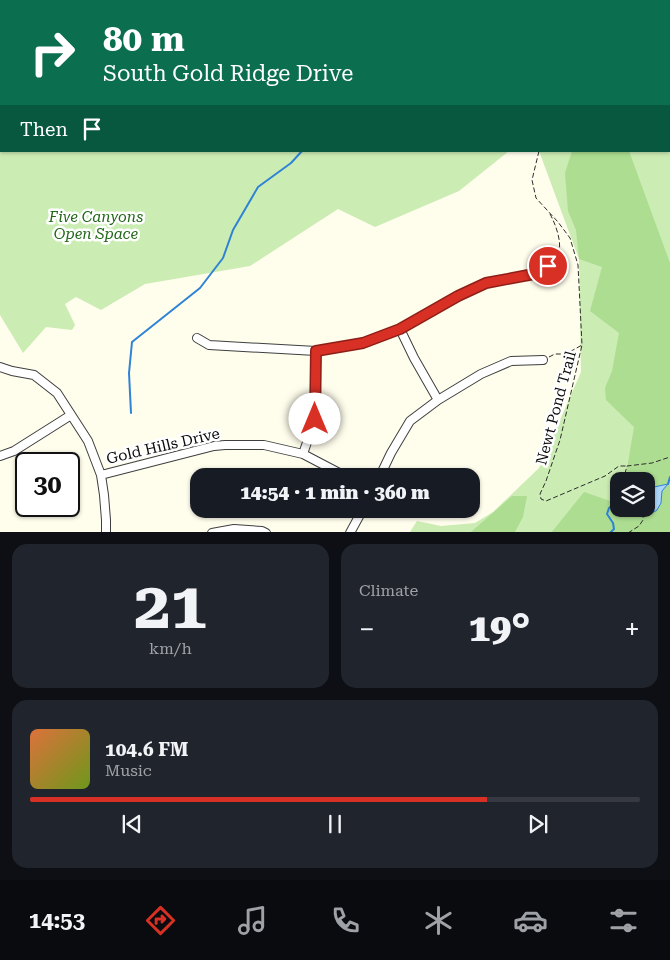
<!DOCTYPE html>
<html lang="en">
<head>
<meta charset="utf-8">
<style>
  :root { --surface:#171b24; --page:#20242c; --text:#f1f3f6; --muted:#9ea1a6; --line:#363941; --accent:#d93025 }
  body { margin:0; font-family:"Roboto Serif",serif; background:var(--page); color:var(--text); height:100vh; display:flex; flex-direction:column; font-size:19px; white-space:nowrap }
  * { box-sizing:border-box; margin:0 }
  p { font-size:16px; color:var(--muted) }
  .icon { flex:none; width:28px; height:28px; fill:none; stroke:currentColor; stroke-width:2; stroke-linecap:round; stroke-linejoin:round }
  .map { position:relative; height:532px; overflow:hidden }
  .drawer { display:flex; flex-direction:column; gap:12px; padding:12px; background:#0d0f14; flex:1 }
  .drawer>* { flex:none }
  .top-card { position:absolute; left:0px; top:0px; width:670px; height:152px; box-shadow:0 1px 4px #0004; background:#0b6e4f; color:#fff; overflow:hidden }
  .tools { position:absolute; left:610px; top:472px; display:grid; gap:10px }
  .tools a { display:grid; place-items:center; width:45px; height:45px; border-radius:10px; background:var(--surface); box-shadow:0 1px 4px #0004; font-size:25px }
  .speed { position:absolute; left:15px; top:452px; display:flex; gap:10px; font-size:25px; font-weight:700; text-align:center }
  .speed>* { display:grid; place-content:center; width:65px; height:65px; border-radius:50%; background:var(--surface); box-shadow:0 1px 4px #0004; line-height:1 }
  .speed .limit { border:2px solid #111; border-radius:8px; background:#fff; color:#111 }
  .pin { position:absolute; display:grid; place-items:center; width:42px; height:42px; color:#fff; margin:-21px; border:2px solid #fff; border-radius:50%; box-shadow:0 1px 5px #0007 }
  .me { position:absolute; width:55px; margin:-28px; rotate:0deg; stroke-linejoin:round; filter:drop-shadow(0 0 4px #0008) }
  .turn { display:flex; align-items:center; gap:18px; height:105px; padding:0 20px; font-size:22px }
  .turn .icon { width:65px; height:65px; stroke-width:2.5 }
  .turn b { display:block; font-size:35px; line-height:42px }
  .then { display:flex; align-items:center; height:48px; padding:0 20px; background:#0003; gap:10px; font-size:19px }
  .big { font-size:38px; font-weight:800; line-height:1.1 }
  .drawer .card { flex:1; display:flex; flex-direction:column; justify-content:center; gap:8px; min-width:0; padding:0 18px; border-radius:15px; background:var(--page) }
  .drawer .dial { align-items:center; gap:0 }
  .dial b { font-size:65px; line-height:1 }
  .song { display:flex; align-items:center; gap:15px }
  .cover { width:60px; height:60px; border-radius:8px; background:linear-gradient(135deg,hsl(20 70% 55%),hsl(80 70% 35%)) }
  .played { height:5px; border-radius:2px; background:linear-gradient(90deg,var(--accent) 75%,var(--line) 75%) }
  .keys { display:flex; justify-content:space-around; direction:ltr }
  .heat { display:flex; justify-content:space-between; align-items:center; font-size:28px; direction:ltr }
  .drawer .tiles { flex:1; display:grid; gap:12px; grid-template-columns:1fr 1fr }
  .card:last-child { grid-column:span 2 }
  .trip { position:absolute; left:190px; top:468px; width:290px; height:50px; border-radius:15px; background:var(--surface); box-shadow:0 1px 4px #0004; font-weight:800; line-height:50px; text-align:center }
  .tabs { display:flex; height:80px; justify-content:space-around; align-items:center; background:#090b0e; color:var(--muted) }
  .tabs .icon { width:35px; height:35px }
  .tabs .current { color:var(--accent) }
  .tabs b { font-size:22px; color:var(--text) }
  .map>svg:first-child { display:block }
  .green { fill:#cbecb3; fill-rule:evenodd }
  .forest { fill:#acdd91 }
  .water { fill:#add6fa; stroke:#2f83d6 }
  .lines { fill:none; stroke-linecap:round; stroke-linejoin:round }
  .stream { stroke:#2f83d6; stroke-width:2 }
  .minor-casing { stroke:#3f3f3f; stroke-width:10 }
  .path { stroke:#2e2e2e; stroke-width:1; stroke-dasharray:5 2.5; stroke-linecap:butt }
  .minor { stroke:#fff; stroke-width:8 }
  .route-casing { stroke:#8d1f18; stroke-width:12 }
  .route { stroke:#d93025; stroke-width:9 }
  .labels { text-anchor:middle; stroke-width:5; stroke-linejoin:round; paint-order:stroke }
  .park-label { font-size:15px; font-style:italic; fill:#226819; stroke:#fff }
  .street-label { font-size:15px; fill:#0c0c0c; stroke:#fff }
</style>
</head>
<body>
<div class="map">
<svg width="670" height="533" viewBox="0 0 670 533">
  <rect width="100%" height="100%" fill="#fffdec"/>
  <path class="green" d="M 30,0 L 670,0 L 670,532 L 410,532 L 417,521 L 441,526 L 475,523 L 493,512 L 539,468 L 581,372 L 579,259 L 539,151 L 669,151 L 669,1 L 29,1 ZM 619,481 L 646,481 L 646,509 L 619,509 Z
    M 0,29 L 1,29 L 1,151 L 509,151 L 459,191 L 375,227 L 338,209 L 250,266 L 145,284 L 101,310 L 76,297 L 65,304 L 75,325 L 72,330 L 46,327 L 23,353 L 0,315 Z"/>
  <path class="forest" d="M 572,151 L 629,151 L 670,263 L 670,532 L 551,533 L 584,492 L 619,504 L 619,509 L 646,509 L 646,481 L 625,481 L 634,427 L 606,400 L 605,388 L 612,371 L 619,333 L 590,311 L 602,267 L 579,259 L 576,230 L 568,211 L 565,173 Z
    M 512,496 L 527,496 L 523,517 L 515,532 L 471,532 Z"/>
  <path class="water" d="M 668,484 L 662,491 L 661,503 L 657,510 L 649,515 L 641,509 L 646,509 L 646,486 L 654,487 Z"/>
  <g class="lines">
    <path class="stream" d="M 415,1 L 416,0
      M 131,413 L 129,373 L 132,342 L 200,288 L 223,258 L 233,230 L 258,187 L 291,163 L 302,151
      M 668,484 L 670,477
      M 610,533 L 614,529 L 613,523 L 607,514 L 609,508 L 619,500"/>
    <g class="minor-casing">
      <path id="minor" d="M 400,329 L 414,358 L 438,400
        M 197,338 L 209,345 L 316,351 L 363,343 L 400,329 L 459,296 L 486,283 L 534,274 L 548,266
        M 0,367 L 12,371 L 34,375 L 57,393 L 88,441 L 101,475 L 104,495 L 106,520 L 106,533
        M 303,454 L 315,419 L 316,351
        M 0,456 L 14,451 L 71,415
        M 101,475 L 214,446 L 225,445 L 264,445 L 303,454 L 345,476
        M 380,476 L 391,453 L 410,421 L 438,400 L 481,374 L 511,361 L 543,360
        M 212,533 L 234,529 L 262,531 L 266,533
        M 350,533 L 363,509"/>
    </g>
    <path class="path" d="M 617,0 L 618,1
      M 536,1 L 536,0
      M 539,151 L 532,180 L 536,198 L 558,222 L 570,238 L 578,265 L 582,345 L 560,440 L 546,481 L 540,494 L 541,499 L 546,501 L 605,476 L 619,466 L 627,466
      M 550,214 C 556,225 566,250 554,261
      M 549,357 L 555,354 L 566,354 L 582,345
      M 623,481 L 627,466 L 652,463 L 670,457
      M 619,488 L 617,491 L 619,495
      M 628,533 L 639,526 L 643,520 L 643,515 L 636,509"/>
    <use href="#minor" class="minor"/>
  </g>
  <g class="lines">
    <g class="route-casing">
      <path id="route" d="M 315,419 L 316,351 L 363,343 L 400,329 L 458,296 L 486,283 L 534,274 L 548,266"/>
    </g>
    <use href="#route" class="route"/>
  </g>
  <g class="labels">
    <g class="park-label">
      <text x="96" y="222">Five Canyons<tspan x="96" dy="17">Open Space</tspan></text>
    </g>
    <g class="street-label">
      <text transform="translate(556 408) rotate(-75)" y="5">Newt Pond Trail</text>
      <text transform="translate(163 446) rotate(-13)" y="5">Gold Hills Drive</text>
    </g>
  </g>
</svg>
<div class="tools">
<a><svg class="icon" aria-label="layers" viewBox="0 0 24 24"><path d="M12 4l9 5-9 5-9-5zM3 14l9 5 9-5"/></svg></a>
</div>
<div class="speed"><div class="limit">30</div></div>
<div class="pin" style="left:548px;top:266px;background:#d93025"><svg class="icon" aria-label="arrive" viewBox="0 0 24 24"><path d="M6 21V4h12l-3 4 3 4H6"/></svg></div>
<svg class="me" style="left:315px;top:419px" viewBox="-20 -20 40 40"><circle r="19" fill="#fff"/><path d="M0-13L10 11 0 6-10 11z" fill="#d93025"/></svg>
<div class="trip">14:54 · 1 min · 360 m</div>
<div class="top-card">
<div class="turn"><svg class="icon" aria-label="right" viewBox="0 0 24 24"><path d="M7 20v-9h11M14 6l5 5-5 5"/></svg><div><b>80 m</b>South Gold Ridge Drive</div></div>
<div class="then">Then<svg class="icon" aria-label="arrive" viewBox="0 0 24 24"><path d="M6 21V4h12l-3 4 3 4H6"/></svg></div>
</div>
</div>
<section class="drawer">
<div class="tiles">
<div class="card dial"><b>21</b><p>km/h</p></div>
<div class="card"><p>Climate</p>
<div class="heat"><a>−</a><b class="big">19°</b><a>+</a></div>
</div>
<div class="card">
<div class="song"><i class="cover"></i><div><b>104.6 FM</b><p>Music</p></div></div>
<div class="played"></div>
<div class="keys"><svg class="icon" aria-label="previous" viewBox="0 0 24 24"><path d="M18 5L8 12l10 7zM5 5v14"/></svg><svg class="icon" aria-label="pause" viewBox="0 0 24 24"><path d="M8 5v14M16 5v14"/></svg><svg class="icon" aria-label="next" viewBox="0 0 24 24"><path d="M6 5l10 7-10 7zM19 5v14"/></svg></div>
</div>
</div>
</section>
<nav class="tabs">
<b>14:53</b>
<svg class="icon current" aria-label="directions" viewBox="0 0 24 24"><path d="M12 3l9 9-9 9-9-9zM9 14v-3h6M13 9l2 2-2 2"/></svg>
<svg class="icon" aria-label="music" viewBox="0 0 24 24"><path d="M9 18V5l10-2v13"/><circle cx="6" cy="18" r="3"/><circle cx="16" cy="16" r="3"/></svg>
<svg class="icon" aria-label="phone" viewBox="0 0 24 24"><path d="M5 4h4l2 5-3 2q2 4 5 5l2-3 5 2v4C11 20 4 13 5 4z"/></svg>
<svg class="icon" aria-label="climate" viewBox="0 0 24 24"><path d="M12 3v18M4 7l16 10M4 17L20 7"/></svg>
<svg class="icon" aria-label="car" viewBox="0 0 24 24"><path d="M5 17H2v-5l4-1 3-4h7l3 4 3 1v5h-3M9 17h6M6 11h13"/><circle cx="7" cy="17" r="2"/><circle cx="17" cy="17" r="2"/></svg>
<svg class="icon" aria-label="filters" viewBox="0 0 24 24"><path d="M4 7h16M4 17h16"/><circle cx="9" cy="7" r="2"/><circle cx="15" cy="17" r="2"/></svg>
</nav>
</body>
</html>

────────────────────

■ **EXERCISE DIRECTIONS**: Please find every line in the records that contains the word "cover", and copy it out.

■ **COMPLETED TASK**:
  .cover { width:60px; height:60px; border-radius:8px; background:linear-gradient(135deg,hsl(20 70% 55%),hsl(80 70% 35%)) }
<div class="song"><i class="cover"></i><div><b>104.6 FM</b><p>Music</p></div></div>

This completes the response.